2. Thin pre-holiday liquidity. Monday volume was 30 % below the 20-day average with several Asian markets closed, exaggerating price swings and triggering momentum-chasing algos.
3. Options market gamma squeeze. Dealers short upside calls scrambled to hedge as spot pierced $75, accelerating the melt-up. Open interest in $80 Brent calls expiring in June ballooned to 45,000 contracts—four times the 3-month norm.
________________________________________
2. How Real Is the Supply Risk?
While the headlines are chilling, physical flows remain intact for now:
• Strait of Hormuz: No tankers have been impeded, insurance premia have widened only 25 ¢ per barrel—well below the $3 spike seen after the 2019 Abqaiq attack in Saudi Arabia.

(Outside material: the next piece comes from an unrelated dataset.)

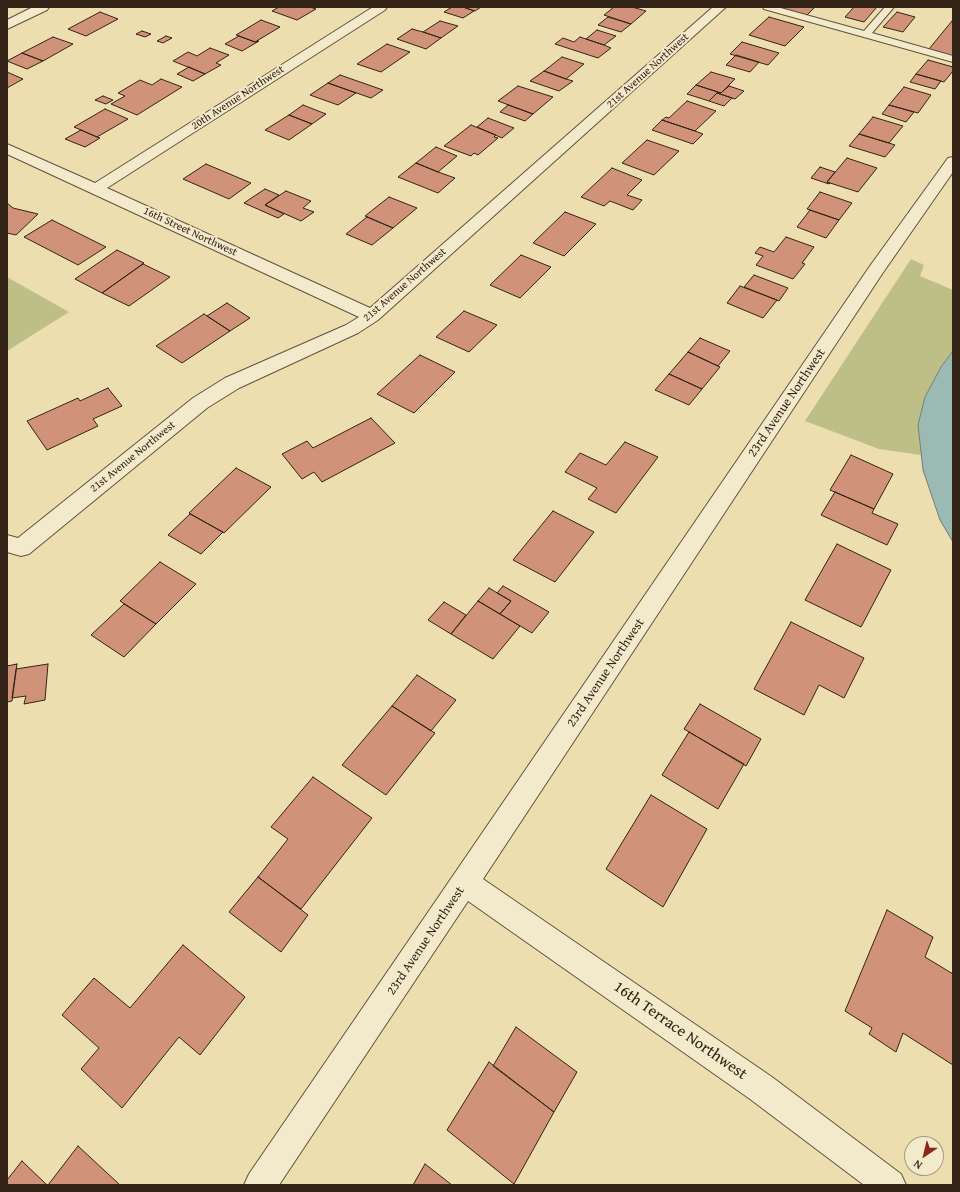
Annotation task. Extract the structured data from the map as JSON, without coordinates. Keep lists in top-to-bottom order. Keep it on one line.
{"streets":{"street":["21st Avenue Northwest","20th Avenue Northwest","16th Street Northwest","23rd Avenue Northwest","16th Terrace Northwest"]},"crossings":[["21st Avenue Northwest","16th Street Northwest"],["20th Avenue Northwest","16th Street Northwest"],["23rd Avenue Northwest","16th Terrace Northwest"]],"north":"bottom left"}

• Iraqi-Turkish Pipeline: Still shuttered for unrelated legal reasons; volumes have been offline since March 2023 and are therefore “priced in.”
• Suez Canal / SUMED: Egyptian authorities report normal operations.
In short, the rally is risk premia, not actual barrels lost. That distinction matters because premia tend to deflate quickly once tension plateaus, as the market witnessed in October 2023 after Hamas’s initial assault on Israel.
________________________________________
3. Fundamentals Point to Softer Prices by Autumn
Four forces could push Brent back into the $65–68 corridor by Q4 2025 if the geopolitical situation stabilizes:
Force Current Status Q3–Q4 Outlook
OPEC+ Spare Capacity ~5.5 mbpd, most in Saudi/UAE
Ability to add 1–2 mbpd if prices spike
U.S. Shale Growth 13.3 mbpd, record high +0.6 mbpd y/y, breakeven $47–55
Refinery Maintenance Peak spring turnarounds remove 1.5 mbpd demand Units restart by July, easing crude tightness
Global Demand +1.2 mbpd y/y (IEA) Slows to +0.8 mbpd on OECD weakness
Add seasonal gasoline demand ebbing after August, and the supply-demand balance tilts looser just as futures curves roll into Q1 2026 deliveries—a period typically beset by refinery slowdowns and holiday travel lulls.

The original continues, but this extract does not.